Using the data below, count the lines where "limit" appears, and answer with the number alone.

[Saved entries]

=======

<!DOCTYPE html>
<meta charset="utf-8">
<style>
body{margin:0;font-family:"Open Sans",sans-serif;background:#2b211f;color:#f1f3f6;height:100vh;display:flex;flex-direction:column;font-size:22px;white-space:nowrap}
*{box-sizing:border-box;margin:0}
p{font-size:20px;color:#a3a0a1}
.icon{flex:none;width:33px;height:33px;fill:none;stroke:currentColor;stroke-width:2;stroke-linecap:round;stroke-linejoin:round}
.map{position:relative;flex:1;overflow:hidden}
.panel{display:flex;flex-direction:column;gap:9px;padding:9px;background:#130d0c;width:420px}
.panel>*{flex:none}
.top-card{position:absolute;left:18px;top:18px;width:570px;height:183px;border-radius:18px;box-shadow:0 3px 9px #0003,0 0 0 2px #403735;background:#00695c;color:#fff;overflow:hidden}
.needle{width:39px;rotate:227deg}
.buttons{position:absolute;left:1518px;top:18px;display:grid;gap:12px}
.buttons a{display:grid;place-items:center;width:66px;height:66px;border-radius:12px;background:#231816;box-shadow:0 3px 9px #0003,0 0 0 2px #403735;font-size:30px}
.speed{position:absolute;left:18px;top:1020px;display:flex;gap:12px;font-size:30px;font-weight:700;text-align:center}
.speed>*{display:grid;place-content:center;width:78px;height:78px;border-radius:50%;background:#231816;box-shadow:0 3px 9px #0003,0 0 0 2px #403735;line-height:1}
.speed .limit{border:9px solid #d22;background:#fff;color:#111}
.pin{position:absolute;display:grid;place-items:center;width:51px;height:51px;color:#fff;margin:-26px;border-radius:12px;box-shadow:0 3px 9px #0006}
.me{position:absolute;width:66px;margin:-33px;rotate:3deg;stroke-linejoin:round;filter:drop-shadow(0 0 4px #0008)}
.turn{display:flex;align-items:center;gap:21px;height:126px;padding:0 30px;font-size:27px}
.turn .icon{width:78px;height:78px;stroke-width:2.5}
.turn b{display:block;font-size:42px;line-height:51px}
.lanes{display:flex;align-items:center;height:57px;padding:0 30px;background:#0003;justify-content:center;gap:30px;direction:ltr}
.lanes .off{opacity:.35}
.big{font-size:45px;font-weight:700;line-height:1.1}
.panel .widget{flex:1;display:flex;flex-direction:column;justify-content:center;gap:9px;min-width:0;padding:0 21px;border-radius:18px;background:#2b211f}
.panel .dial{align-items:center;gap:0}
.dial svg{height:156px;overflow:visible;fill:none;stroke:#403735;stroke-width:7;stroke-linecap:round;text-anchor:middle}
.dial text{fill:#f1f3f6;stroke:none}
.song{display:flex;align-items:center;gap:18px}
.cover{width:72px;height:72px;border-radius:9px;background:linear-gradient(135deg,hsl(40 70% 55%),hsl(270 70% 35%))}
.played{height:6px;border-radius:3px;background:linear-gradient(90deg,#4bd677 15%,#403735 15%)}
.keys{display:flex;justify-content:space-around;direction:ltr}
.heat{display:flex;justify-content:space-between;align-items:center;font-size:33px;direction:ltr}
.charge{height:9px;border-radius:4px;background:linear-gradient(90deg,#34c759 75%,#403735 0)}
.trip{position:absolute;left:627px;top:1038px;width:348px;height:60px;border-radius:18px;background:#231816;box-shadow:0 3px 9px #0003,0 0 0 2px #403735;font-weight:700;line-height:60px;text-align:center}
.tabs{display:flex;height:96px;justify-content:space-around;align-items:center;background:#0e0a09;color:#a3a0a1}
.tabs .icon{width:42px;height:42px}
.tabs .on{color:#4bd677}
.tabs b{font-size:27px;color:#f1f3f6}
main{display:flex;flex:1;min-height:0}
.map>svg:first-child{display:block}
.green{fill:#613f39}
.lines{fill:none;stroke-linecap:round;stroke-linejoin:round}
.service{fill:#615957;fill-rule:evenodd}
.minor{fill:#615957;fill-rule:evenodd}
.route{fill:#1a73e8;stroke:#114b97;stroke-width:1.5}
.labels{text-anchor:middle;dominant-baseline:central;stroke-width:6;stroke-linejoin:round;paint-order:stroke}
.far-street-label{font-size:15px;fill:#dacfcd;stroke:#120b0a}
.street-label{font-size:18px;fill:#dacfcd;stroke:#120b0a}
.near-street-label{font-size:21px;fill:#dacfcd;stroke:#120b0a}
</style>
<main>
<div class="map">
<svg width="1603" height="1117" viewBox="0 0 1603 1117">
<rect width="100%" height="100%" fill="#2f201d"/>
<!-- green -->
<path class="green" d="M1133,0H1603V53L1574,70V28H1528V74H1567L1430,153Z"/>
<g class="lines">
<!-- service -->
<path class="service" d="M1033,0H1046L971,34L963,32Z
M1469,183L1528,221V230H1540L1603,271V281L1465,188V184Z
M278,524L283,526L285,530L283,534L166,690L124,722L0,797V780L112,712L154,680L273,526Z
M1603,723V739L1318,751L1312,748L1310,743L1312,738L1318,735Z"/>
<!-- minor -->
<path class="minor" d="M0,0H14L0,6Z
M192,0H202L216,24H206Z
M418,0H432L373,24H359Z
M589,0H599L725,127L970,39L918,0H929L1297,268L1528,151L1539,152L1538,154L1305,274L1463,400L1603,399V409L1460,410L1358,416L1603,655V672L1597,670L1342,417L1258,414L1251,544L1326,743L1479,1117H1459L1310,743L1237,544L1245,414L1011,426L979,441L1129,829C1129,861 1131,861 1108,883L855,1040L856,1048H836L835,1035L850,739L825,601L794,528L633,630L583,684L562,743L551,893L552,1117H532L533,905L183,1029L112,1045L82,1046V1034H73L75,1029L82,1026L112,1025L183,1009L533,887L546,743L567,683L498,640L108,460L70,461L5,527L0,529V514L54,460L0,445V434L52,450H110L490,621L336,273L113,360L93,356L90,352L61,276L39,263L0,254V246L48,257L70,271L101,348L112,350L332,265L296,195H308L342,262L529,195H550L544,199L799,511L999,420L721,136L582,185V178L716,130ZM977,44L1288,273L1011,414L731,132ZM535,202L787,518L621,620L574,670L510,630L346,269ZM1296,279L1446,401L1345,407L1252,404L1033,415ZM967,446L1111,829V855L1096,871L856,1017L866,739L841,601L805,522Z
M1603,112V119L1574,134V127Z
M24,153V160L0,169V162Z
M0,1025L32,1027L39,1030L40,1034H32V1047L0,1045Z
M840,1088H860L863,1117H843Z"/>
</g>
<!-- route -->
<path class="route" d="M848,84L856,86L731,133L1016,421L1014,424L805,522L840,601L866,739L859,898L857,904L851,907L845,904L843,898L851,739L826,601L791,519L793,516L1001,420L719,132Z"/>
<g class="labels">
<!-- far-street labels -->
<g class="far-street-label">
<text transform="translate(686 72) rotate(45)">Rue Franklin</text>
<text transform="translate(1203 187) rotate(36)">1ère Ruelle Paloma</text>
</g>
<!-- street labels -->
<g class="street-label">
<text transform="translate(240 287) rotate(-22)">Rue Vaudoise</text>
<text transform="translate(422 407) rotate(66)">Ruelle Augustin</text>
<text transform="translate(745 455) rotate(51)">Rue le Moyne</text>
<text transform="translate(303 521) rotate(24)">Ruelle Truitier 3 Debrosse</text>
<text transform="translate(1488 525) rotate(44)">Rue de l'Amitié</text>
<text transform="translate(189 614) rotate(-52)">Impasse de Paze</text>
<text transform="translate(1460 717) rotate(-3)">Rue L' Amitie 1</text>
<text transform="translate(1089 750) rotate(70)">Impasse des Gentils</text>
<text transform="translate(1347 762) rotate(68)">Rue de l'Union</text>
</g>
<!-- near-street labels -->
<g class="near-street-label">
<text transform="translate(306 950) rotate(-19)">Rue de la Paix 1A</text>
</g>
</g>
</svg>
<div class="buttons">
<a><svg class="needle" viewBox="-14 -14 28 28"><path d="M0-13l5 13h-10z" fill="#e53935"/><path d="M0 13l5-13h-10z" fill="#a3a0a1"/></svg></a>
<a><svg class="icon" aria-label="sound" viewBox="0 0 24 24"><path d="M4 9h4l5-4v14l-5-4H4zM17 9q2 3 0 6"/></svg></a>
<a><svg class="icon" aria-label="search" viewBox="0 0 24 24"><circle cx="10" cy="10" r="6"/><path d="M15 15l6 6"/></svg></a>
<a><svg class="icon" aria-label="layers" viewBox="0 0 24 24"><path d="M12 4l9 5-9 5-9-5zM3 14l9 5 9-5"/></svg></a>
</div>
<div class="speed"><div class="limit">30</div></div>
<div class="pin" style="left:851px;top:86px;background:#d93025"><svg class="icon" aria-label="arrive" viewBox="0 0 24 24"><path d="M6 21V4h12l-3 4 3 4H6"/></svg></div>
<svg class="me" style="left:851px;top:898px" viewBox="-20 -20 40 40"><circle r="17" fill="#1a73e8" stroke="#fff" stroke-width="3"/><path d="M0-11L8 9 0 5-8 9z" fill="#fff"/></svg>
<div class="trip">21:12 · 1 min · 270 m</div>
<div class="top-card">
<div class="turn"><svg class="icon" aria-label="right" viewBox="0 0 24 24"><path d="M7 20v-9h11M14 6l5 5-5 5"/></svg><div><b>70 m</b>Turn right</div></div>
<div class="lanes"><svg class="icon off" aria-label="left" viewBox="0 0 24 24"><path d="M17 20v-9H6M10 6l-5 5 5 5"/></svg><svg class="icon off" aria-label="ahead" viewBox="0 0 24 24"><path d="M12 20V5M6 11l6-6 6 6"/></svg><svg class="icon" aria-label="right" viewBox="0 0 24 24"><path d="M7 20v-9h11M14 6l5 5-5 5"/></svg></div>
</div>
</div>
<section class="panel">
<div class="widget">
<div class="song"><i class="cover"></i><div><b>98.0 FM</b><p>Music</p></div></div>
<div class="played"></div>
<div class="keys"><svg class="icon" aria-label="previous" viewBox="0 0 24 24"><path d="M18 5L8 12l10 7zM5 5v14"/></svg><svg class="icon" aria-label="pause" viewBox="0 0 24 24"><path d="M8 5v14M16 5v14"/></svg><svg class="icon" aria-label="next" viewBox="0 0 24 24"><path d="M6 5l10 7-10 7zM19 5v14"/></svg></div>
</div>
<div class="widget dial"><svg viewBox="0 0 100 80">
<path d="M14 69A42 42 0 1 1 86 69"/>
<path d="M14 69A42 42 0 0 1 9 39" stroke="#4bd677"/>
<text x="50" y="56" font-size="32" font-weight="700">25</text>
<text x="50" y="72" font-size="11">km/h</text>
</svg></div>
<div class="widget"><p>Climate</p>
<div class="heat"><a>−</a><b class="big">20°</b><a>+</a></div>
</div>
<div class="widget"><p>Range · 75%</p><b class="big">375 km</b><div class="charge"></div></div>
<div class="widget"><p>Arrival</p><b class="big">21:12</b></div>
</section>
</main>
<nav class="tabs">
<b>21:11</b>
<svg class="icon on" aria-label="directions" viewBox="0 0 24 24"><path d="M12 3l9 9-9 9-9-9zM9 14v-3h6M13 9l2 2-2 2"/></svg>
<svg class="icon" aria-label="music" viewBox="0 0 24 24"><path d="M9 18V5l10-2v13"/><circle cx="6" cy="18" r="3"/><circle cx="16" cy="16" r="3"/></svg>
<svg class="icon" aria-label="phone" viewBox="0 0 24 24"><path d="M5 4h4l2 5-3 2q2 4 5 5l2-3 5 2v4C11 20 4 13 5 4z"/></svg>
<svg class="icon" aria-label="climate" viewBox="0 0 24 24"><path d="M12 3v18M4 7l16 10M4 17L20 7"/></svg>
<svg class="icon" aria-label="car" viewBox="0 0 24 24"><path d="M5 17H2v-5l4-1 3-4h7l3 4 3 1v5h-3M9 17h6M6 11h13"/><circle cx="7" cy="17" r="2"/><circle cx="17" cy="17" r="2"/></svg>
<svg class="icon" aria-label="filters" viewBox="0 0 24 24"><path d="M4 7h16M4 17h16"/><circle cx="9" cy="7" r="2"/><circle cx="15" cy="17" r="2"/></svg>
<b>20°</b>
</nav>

=======

ANSWER TO THE EXERCISE:
2